What is required: Where an entry holds an image, leave the image out; otherwise reproduce the entry exactly.

__________

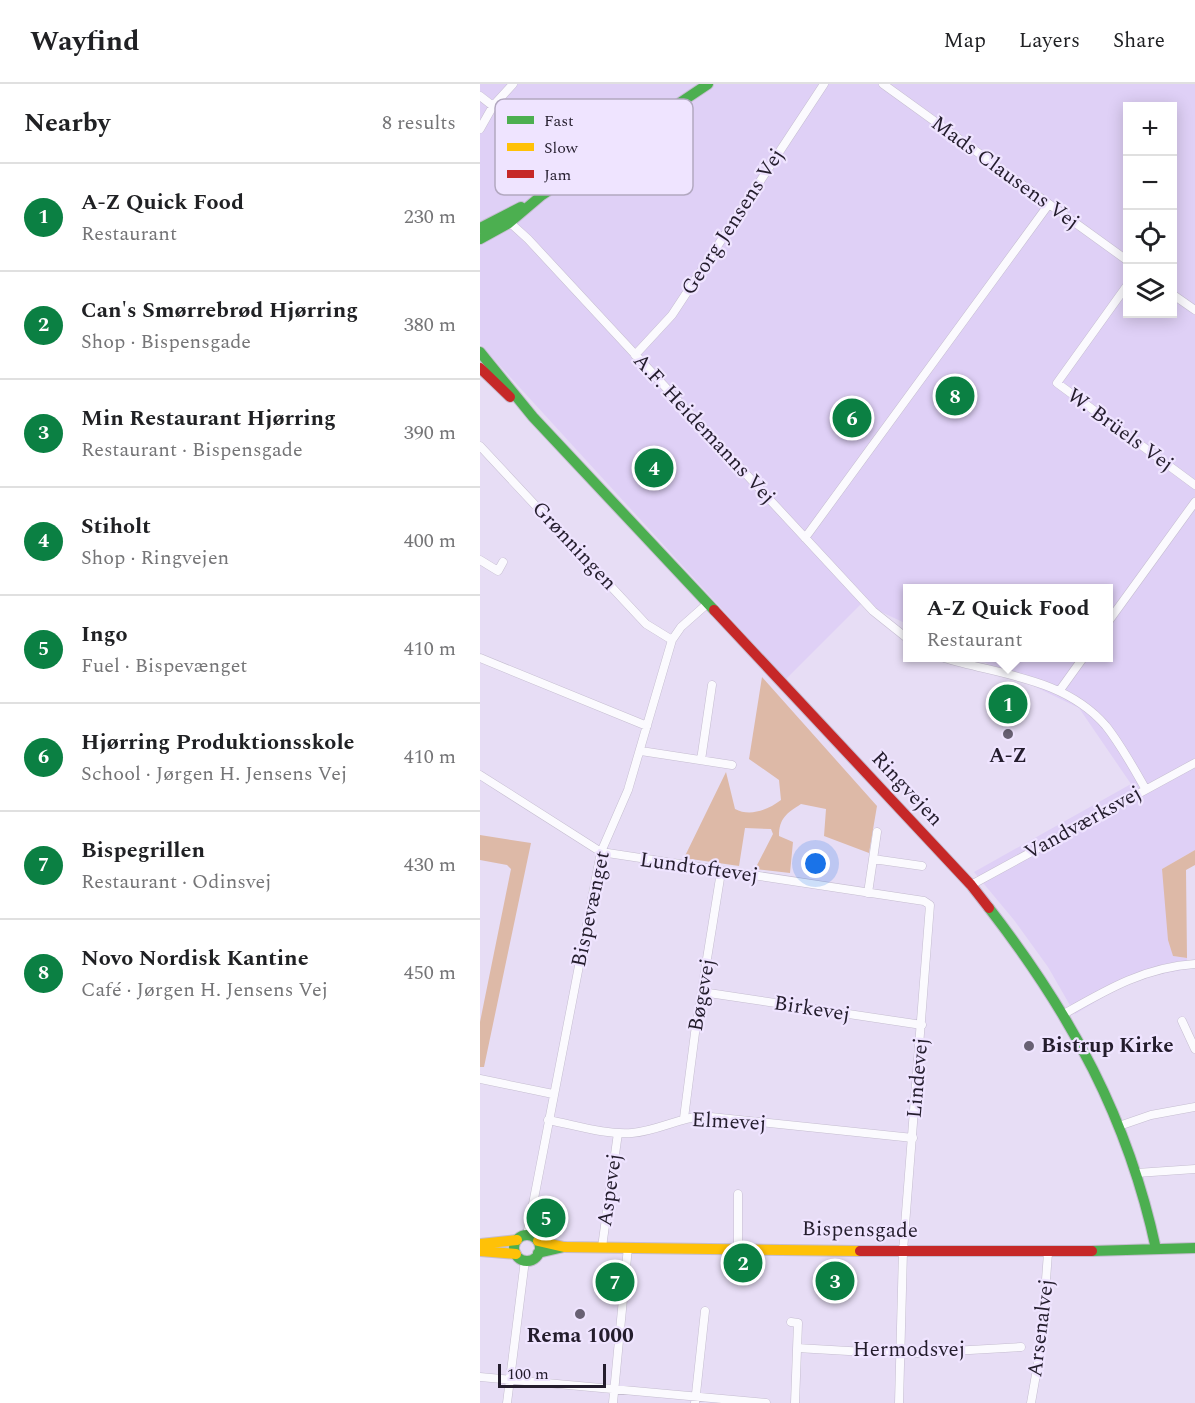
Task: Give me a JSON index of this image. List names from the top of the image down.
{
  "streets": {
    "main road": ["Ringvejen", "Bispensgade"],
    "street": [
      "Mads Clausens Vej",
      "Georg Jensens Vej",
      "A.F. Heidemanns Vej",
      "W. Brüels Vej",
      "Grønningen",
      "Vandværksvej",
      "Lundtoftevej",
      "Bispevænget",
      "Bøgevej",
      "Birkevej",
      "Lindevej",
      "Elmevej",
      "Aspevej",
      "Arsenalvej",
      "Hermodsvej"
    ]
  },
  "crossings": [
    ["Georg Jensens Vej", "A.F. Heidemanns Vej"],
    ["Grønningen", "Bispevænget"],
    ["Ringvejen", "Vandværksvej"],
    ["Ringvejen", "Bispevænget"],
    ["Ringvejen", "Bispensgade"],
    ["Lundtoftevej", "Bispevænget"],
    ["Lundtoftevej", "Bøgevej"],
    ["Lundtoftevej", "Lindevej"],
    ["Bispevænget", "Elmevej"],
    ["Bispevænget", "Bispensgade"],
    ["Bøgevej", "Birkevej"],
    ["Bøgevej", "Elmevej"],
    ["Birkevej", "Lindevej"],
    ["Lindevej", "Elmevej"],
    ["Lindevej", "Bispensgade"],
    ["Lindevej", "Hermodsvej"],
    ["Elmevej", "Aspevej"],
    ["Aspevej", "Bispensgade"],
    ["Bispensgade", "Arsenalvej"]
  ],
  "places": ["A-Z", "Bistrup Kirke", "Rema 1000"],
  "legend": ["Fast", "Slow", "Jam"],
  "scale_bar": "100 m",
  "page": {
    "header": "Wayfind",
    "nav": ["Map", "Layers", "Share"],
    "heading": ["Nearby", "8 results"],
    "map_buttons": ["+", "−"],
    "list": [
      {
        "mark": "1",
        "name": "A-Z Quick Food",
        "note": "Restaurant",
        "value": "230 m"
      },
      {
        "mark": "2",
        "name": "Can's Smørrebrød Hjørring",
        "note": "Shop · Bispensgade",
        "value": "380 m"
      },
      {
        "mark": "3",
        "name": "Min Restaurant Hjørring",
        "note": "Restaurant · Bispensgade",
        "value": "390 m"
      },
      {
        "mark": "4",
        "name": "Stiholt",
        "note": "Shop · Ringvejen",
        "value": "400 m"
      },
      {
        "mark": "5",
        "name": "Ingo",
        "note": "Fuel · Bispevænget",
        "value": "410 m"
      },
      {
        "mark": "6",
        "name": "Hjørring Produktionsskole",
        "note": "School · Jørgen H. Jensens Vej",
        "value": "410 m"
      },
      {
        "mark": "7",
        "name": "Bispegrillen",
        "note": "Restaurant · Odinsvej",
        "value": "430 m"
      },
      {
        "mark": "8",
        "name": "Novo Nordisk Kantine",
        "note": "Café · Jørgen H. Jensens Vej",
        "value": "450 m"
      }
    ],
    "pins": [
      "8",
      "6",
      "4",
      "1",
      "5",
      "2",
      "3",
      "7"
    ],
    "popup": ["A-Z Quick Food", "Restaurant"],
    "scale": "100 m"
  }
}
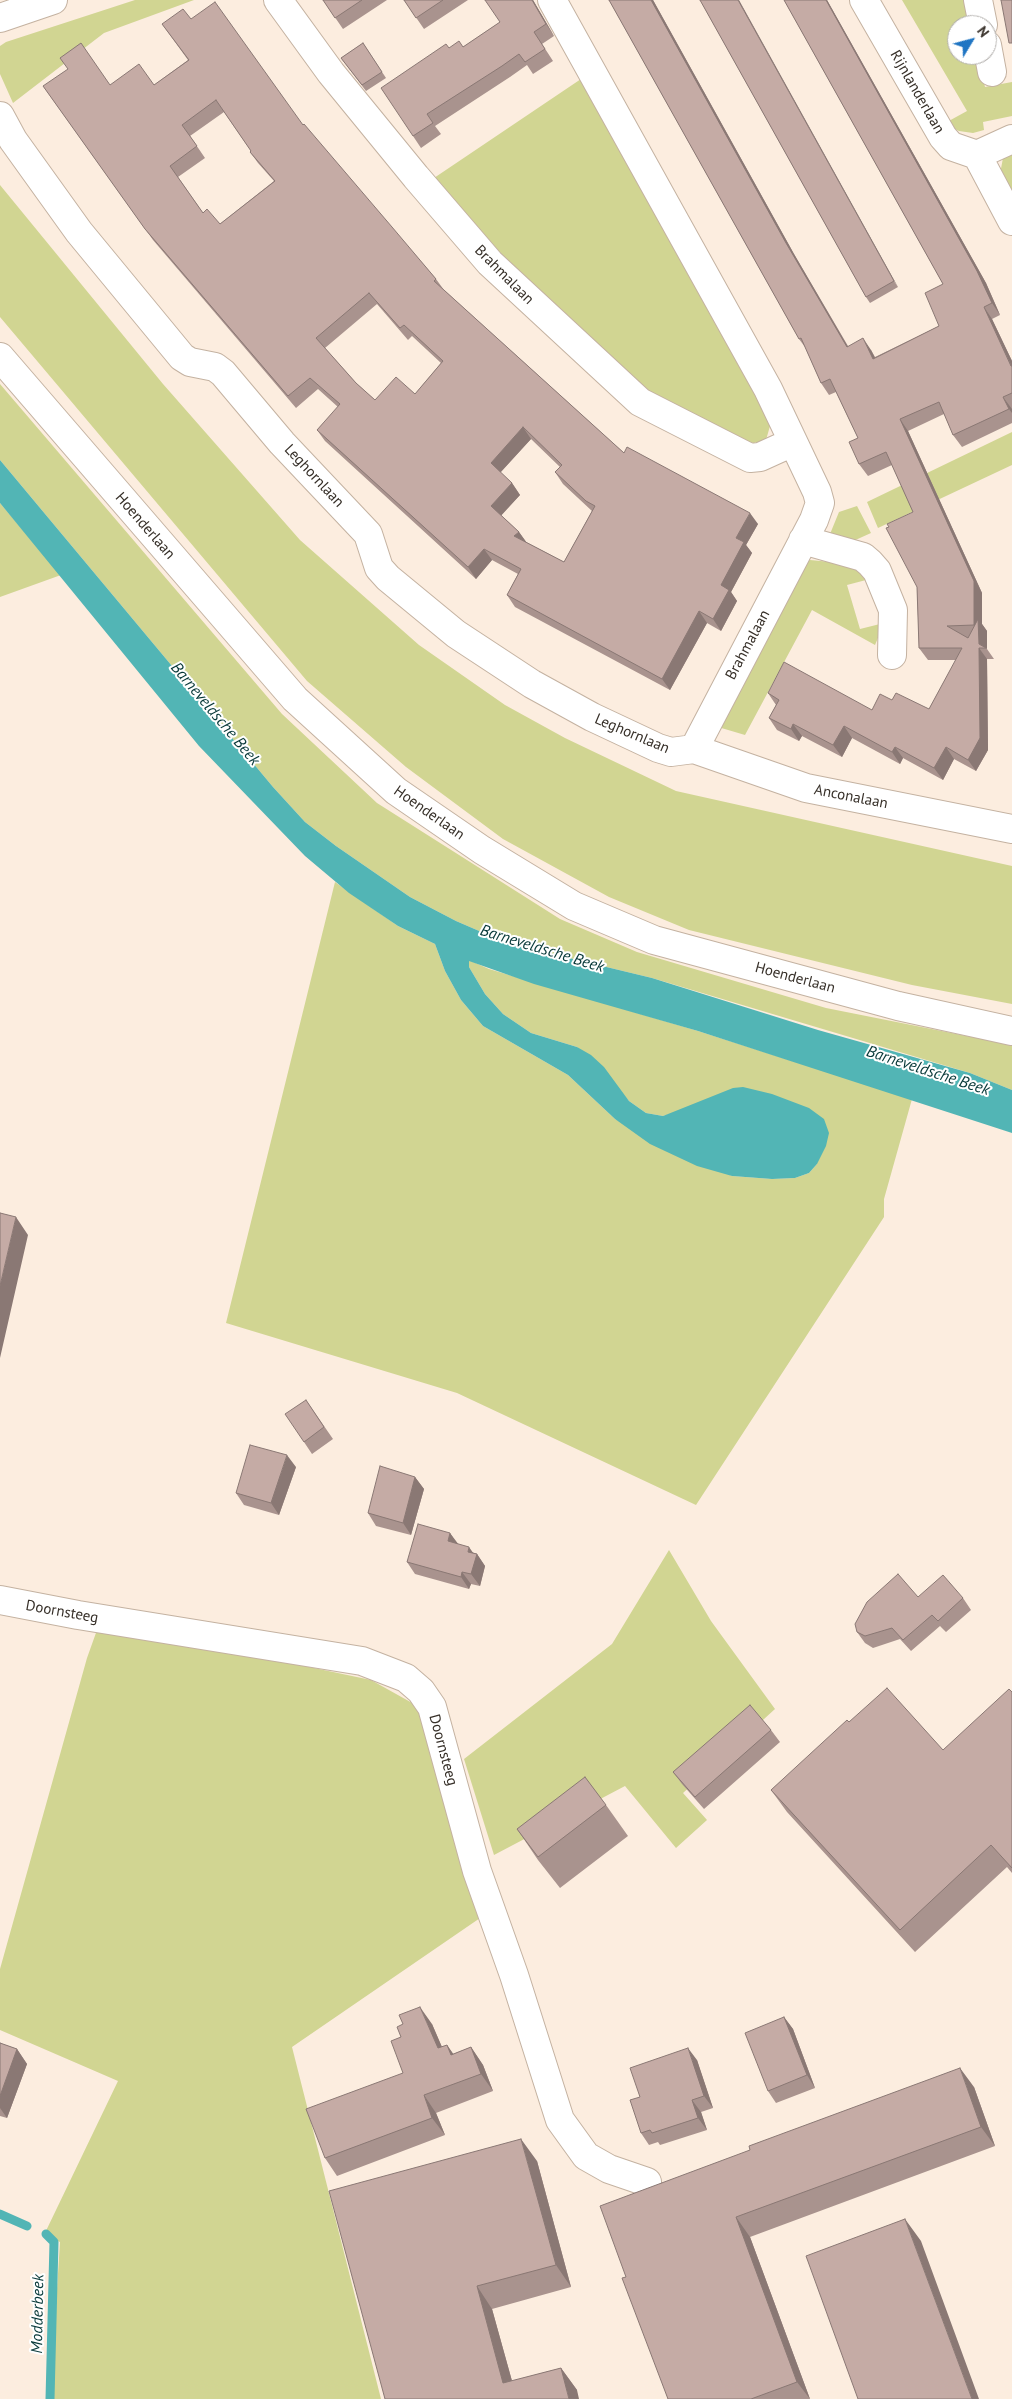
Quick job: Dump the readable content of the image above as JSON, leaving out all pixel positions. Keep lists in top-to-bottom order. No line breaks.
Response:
{"streets":{"street":["Rijnlanderlaan","Brahmalaan","Leghornlaan","Hoenderlaan","Anconalaan","Doornsteeg"]},"crossings":[["Brahmalaan","Leghornlaan"],["Brahmalaan","Anconalaan"],["Leghornlaan","Anconalaan"]],"water":["Barneveldsche Beek","Modderbeek"],"north":"top right"}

__________

Output for this task:
Task: Give me a JSON index of this image. List names from the top of the image down.
{
  "streets": {
    "main road": ["Ringvejen", "Bispensgade"],
    "street": [
      "Mads Clausens Vej",
      "Georg Jensens Vej",
      "A.F. Heidemanns Vej",
      "W. Brüels Vej",
      "Grønningen",
      "Vandværksvej",
      "Lundtoftevej",
      "Bispevænget",
      "Bøgevej",
      "Birkevej",
      "Lindevej",
      "Elmevej",
      "Aspevej",
      "Arsenalvej",
      "Hermodsvej"
    ]
  },
  "crossings": [
    ["Georg Jensens Vej", "A.F. Heidemanns Vej"],
    ["Grønningen", "Bispevænget"],
    ["Ringvejen", "Vandværksvej"],
    ["Ringvejen", "Bispevænget"],
    ["Ringvejen", "Bispensgade"],
    ["Lundtoftevej", "Bispevænget"],
    ["Lundtoftevej", "Bøgevej"],
    ["Lundtoftevej", "Lindevej"],
    ["Bispevænget", "Elmevej"],
    ["Bispevænget", "Bispensgade"],
    ["Bøgevej", "Birkevej"],
    ["Bøgevej", "Elmevej"],
    ["Birkevej", "Lindevej"],
    ["Lindevej", "Elmevej"],
    ["Lindevej", "Bispensgade"],
    ["Lindevej", "Hermodsvej"],
    ["Elmevej", "Aspevej"],
    ["Aspevej", "Bispensgade"],
    ["Bispensgade", "Arsenalvej"]
  ],
  "places": ["A-Z", "Bistrup Kirke", "Rema 1000"],
  "legend": ["Fast", "Slow", "Jam"],
  "scale_bar": "100 m",
  "page": {
    "header": "Wayfind",
    "nav": ["Map", "Layers", "Share"],
    "heading": ["Nearby", "8 results"],
    "map_buttons": ["+", "−"],
    "list": [
      {
        "mark": "1",
        "name": "A-Z Quick Food",
        "note": "Restaurant",
        "value": "230 m"
      },
      {
        "mark": "2",
        "name": "Can's Smørrebrød Hjørring",
        "note": "Shop · Bispensgade",
        "value": "380 m"
      },
      {
        "mark": "3",
        "name": "Min Restaurant Hjørring",
        "note": "Restaurant · Bispensgade",
        "value": "390 m"
      },
      {
        "mark": "4",
        "name": "Stiholt",
        "note": "Shop · Ringvejen",
        "value": "400 m"
      },
      {
        "mark": "5",
        "name": "Ingo",
        "note": "Fuel · Bispevænget",
        "value": "410 m"
      },
      {
        "mark": "6",
        "name": "Hjørring Produktionsskole",
        "note": "School · Jørgen H. Jensens Vej",
        "value": "410 m"
      },
      {
        "mark": "7",
        "name": "Bispegrillen",
        "note": "Restaurant · Odinsvej",
        "value": "430 m"
      },
      {
        "mark": "8",
        "name": "Novo Nordisk Kantine",
        "note": "Café · Jørgen H. Jensens Vej",
        "value": "450 m"
      }
    ],
    "pins": [
      "8",
      "6",
      "4",
      "1",
      "5",
      "2",
      "3",
      "7"
    ],
    "popup": ["A-Z Quick Food", "Restaurant"],
    "scale": "100 m"
  }
}
Quick job: Dump the readable content of the image above as JSON, leaving out all pixel positions. Keep lists in top-to-bottom order. No line breaks.
Response:
{"streets":{"street":["Rijnlanderlaan","Brahmalaan","Leghornlaan","Hoenderlaan","Anconalaan","Doornsteeg"]},"crossings":[["Brahmalaan","Leghornlaan"],["Brahmalaan","Anconalaan"],["Leghornlaan","Anconalaan"]],"water":["Barneveldsche Beek","Modderbeek"],"north":"top right"}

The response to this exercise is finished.